• [WHAT THE EXERCISE ASKS]: Which of the lines in the records below hold the string "solid"? Copy every one of them.

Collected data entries
+-------+
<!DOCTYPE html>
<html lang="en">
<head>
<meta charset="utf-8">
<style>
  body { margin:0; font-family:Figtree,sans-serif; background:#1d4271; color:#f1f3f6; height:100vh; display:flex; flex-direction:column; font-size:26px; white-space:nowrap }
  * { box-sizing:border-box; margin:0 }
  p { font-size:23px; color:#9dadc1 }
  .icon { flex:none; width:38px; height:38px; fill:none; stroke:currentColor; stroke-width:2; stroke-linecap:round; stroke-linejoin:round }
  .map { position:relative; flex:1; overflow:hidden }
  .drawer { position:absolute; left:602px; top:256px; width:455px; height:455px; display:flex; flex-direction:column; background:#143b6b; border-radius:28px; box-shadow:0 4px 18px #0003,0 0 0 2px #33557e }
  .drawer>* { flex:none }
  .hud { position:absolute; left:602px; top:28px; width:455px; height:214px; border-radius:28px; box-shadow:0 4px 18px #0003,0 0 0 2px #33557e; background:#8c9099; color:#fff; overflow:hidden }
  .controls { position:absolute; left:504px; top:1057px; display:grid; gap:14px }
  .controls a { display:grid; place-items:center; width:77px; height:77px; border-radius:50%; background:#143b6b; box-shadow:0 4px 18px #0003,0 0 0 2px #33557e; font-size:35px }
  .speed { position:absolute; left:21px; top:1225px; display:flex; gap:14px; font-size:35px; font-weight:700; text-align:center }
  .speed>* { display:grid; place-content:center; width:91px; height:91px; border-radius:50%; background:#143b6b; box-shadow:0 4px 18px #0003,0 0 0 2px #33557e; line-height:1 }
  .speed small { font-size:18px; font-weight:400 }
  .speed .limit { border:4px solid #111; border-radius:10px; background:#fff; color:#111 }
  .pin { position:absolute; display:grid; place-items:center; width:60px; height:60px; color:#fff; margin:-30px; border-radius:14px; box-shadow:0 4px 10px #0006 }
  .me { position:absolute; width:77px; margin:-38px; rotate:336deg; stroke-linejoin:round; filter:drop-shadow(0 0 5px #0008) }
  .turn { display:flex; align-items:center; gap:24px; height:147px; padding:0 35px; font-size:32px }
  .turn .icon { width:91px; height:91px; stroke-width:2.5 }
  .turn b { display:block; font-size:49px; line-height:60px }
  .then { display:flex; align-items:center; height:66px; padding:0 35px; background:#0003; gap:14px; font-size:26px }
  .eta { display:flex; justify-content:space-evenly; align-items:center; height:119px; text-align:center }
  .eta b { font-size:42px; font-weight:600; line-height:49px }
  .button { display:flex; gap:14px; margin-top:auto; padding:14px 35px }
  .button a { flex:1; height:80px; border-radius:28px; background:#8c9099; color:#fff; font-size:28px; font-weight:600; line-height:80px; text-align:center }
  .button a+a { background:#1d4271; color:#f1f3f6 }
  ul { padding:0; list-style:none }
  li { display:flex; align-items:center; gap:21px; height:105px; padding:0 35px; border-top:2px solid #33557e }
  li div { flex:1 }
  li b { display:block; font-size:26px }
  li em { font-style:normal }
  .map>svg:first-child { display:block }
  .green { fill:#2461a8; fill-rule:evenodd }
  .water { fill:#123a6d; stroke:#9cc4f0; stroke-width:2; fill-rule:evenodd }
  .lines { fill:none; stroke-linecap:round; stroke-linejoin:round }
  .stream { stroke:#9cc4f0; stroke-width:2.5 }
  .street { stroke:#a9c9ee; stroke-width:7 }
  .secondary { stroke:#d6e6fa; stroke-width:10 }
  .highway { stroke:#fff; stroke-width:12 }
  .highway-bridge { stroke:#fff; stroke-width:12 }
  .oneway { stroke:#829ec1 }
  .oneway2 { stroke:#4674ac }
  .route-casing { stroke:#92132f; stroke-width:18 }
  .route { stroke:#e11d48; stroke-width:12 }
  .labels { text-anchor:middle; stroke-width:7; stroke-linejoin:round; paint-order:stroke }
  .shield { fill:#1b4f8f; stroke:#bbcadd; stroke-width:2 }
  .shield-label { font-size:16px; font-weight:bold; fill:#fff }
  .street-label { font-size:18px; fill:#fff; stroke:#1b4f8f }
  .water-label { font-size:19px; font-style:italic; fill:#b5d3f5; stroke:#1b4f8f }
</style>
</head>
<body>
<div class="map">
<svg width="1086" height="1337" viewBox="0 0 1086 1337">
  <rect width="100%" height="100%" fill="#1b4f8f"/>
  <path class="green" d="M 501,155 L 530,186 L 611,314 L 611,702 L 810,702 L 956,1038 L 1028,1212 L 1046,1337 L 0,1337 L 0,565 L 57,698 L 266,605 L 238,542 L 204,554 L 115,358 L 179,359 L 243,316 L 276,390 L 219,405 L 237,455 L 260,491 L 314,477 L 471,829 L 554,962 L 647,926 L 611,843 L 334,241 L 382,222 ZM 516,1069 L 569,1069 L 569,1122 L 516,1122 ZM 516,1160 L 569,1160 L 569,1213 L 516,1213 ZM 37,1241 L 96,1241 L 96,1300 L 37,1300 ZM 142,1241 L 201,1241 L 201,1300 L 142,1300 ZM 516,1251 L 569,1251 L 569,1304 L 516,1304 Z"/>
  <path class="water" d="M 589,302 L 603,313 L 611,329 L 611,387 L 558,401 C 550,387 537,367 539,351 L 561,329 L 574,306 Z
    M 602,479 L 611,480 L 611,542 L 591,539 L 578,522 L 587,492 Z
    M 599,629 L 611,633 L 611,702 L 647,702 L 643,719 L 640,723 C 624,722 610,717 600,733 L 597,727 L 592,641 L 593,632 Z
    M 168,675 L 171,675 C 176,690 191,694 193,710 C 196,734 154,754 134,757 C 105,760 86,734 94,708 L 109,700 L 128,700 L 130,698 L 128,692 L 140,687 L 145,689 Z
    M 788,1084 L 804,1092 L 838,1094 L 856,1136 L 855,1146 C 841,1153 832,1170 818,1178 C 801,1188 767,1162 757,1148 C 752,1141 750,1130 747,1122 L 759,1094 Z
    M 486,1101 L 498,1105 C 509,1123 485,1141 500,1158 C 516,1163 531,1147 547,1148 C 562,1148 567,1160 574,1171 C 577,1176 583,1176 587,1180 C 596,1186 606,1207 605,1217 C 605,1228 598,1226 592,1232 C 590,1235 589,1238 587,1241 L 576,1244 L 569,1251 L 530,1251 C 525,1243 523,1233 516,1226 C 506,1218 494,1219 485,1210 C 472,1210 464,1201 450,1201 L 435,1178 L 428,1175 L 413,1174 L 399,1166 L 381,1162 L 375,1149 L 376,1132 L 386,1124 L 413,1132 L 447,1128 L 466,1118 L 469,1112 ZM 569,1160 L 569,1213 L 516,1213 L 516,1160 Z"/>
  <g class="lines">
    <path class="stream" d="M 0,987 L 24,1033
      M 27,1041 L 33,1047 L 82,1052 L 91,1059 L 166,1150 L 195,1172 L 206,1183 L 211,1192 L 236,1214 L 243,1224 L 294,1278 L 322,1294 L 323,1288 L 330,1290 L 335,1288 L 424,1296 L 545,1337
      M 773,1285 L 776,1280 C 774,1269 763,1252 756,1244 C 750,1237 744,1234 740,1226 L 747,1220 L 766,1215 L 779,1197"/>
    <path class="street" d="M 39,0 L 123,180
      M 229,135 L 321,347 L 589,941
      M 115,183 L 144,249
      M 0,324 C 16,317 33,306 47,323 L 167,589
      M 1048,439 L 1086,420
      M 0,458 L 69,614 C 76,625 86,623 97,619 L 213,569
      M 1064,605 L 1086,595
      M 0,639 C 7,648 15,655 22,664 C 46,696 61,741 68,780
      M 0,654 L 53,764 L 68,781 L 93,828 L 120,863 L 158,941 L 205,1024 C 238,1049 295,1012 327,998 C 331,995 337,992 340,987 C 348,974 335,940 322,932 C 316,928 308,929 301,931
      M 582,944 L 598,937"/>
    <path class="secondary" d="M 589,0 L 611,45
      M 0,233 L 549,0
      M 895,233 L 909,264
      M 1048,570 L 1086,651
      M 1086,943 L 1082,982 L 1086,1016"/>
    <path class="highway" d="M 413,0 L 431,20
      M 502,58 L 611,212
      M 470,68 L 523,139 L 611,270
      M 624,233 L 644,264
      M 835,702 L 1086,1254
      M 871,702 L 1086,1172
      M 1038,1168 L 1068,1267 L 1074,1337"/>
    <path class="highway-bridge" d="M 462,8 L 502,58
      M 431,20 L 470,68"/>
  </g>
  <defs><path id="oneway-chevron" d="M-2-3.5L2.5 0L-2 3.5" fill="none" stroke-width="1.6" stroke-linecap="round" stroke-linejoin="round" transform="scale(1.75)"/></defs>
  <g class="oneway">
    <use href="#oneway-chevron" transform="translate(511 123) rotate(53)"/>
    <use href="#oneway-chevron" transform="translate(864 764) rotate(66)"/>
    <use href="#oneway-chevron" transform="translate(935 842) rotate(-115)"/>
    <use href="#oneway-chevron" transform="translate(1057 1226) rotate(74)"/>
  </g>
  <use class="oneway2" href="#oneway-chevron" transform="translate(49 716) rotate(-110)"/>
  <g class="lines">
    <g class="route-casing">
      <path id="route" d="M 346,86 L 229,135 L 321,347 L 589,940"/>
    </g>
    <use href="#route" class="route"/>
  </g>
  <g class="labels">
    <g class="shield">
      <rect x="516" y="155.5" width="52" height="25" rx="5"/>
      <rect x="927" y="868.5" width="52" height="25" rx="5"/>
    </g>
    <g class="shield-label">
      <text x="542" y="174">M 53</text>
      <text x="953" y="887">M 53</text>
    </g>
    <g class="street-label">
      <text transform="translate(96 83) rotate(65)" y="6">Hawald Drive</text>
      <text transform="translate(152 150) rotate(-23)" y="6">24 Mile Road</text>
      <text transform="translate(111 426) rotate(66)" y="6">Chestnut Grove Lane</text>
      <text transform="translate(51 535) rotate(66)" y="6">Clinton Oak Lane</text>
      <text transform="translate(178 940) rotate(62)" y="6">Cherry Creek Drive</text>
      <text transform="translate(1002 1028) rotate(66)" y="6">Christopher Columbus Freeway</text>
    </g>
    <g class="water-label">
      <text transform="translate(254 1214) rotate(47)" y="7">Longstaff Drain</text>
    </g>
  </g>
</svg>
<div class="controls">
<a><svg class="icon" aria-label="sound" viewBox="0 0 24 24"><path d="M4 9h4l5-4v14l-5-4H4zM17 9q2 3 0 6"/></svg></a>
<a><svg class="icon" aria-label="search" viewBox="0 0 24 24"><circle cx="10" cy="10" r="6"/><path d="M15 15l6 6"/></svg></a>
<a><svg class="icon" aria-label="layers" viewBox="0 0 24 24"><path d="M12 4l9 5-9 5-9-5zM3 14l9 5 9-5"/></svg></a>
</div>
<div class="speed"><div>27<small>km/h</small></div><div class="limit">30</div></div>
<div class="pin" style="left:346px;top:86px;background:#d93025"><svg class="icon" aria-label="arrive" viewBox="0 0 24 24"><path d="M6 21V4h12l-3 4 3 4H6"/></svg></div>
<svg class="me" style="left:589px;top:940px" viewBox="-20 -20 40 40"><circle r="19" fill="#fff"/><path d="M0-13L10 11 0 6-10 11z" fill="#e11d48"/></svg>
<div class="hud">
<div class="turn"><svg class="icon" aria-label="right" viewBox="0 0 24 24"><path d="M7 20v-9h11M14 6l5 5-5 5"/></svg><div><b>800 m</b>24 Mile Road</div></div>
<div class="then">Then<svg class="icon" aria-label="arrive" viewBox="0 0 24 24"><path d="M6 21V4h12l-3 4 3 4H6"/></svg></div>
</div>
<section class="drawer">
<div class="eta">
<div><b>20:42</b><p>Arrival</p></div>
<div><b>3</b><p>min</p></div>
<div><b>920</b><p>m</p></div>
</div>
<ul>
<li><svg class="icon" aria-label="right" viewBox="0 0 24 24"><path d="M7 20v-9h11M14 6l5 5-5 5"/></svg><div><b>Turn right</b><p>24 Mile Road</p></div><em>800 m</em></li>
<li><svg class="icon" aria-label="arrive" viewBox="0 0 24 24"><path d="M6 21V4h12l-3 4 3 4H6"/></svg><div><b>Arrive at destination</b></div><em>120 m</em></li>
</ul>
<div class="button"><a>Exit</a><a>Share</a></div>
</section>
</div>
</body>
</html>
+-------+
• [REPLY]:
  .speed .limit { border:4px solid #111; border-radius:10px; background:#fff; color:#111 }
  li { display:flex; align-items:center; gap:21px; height:105px; padding:0 35px; border-top:2px solid #33557e }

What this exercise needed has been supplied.